- A lesson from Japan’s 2 decades of struggling with deflation is a central bank pays a high price for falling behind the policy curve.
- While discretion might be the better part of valor for the ECB, it is not without its costs.
- To its credit, the ECB does not paint a rosy picture of Europe’s economy in the months ahead.
The European Central Bank’s recent behavior is all too reminiscent of the Bank of Japan’s past passivity in addressing that country’s deflation problems, for which Japan has paid a heavy price. Like the BOJ before it, the ECB is now sitting on its hands, despite the European economy’s continued deterioration and the rising risks of European deflation. This does not bode well for an end to Europe’s longest postwar economic recession or for the early resolution of the European sovereign debt crisis.
To its credit, the ECB does not paint a rosy picture of Europe’s economy in the months ahead. Rather, it envisages that the European economy will contract by around half a percentage point in 2013, after having declined by a similar amount the previous year. The ECB also acknowledges that the risks to its economic outlook are very much to the downside, that any eventual European recovery is likely to be tepid at best, and that the European economic periphery could be particularly hard hit by the continued restriction of bank credit, especially to its small and medium-sized enterprises.

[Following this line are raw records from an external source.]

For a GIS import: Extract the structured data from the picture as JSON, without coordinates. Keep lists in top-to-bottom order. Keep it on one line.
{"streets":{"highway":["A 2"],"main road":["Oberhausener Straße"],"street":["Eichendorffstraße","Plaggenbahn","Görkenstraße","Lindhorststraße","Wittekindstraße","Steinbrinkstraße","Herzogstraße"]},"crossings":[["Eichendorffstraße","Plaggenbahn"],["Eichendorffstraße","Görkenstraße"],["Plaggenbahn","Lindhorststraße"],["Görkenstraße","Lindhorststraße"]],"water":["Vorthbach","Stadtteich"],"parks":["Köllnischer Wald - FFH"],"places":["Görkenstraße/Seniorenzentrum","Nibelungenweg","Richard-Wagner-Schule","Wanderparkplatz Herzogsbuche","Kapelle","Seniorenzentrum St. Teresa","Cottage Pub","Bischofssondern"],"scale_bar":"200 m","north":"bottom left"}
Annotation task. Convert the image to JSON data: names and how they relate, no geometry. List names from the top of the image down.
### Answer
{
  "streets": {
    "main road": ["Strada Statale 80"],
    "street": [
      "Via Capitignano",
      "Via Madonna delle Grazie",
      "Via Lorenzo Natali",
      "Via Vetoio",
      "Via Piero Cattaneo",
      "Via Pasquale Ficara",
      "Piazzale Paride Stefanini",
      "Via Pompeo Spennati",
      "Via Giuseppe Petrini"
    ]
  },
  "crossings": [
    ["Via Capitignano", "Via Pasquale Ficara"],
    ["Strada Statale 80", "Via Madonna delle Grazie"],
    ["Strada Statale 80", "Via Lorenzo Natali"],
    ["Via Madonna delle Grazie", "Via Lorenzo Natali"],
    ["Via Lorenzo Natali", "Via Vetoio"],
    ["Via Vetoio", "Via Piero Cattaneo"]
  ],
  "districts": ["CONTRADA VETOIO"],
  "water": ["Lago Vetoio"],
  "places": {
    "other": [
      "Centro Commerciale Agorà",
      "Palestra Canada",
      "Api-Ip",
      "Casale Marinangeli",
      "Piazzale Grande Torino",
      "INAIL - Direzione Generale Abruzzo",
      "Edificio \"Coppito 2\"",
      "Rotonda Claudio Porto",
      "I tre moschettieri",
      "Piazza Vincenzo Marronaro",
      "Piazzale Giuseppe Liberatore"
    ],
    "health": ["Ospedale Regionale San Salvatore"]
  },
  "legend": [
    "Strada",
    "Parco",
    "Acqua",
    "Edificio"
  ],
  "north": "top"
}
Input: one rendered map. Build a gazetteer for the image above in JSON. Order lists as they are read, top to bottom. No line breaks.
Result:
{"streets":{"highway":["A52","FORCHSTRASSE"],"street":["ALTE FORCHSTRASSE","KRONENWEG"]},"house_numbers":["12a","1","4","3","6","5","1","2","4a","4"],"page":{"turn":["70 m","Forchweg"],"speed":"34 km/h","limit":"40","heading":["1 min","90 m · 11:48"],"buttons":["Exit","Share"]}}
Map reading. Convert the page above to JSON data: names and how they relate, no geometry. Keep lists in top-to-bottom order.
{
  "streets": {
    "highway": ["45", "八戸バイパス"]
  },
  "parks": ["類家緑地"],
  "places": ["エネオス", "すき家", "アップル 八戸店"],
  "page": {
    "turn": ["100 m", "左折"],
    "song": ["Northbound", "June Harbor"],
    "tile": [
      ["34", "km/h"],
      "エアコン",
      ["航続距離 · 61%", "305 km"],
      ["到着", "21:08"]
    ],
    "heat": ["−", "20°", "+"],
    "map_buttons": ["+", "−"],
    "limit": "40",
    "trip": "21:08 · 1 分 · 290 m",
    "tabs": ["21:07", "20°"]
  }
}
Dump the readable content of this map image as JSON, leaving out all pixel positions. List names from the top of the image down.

Despite this downbeat assessment of the European economic outlook, the ECB was not prompted to act at its last policy meeting. Nor was it prompted by the fact that core inflation in Europe is now down to barely 1 percent, around half the ECB’s inflation target of “close to but below 2 percent.” Instead, the ECB decided to keep its policy interest rate unchanged and it eschewed any notion of joining the Federal Reserve and the Bank of Japan in another round of quantitative easing.
More troubling than the ECB’s decision not to reduce interest rates is its seeming indifference to the fact that bank credit continues to be cut in the European periphery and that private sector borrowing costs in the periphery remain much higher than in Europe’s core countries. While the ECB recognizes this problem, it takes the view that the primary cause is a shortage of bank capital in the European periphery, which the ECB considers to be beyond its remit. The ECB also doubts the effectiveness of buying asset-backed loans of small and medium-sized enterprises in the periphery, as is now being recommended by an increasing number of private analysts.
A generous assessment of the ECB’s present passive monetary policy stance in the face of a rising risk of a European deflationary trap is that the ECB might be reluctant to be too bold at this stage in the German political cycle. Germany, which is the ECB’s primary shareholder and has a traditional antipathy to monetary policy activism, is scheduled to hold elections on September 22 and the ECB might not want to insert itself into that election.
The ECB decided to keep its policy interest rate unchanged and it eschewed any notion of joining the Federal Reserve and the Bank of Japan in another round of quantitative easing.
Meanwhile, the German constitutional court is presently considering the merits of a petition claiming that the ECB’s Outright Monetary Transactions (OMT) program is inconsistent with the German constitution’s limits on the Bundesbank’s participation in that program. The petition points out that the OMT program envisages that the ECB could buy unlimited amounts of Italian and Spanish government bonds with maturities of up to three years in order to keep government borrowing costs for those two countries at reasonable levels. Perhaps, then, it is understandable that the ECB is taking the view that it might be better to wait for a more propitious moment in the German political cycle before risking a renewed German controversy on any new ECB policy initiative.
While discretion might be the better part of valor for the ECB, it is not without its costs. Absent bold ECB policy action to get bank credit flowing again and to reduce private sector borrowing costs in the European periphery, it is difficult to see how the periphery can avoid sinking ever deeper into economic recession in the months ahead. After all, the European economic periphery is still being required to implement budget austerity, albeit at a more moderate pace than in 2012, within the straitjacket of the euro. And it is being required to do so at the same time that its external economic environment is deteriorating and that the euro is appreciating against the currencies of Europe’s main trade partners.
The ECB’s present passivity in the face of a distinct deflationary risk could complicate the European debt crisis. A prolonged period of deflation would make the European periphery’s efforts to restore order to its public finances all the more difficult since it would increase its real borrowing cost. Given the fact that countries in the European periphery are flirting with deflation if not already experiencing it, the ECB would be ignoring the risk of a deflationary trap for the European periphery at its peril.
A clear lesson from Japan’s two decades of struggling with deflation is that a central bank pays a very high price for falling behind the policy curve. Hopefully, that lesson will not be lost on the ECB and it will become more proactive in its policy decisionmaking once the German elections are out of the way.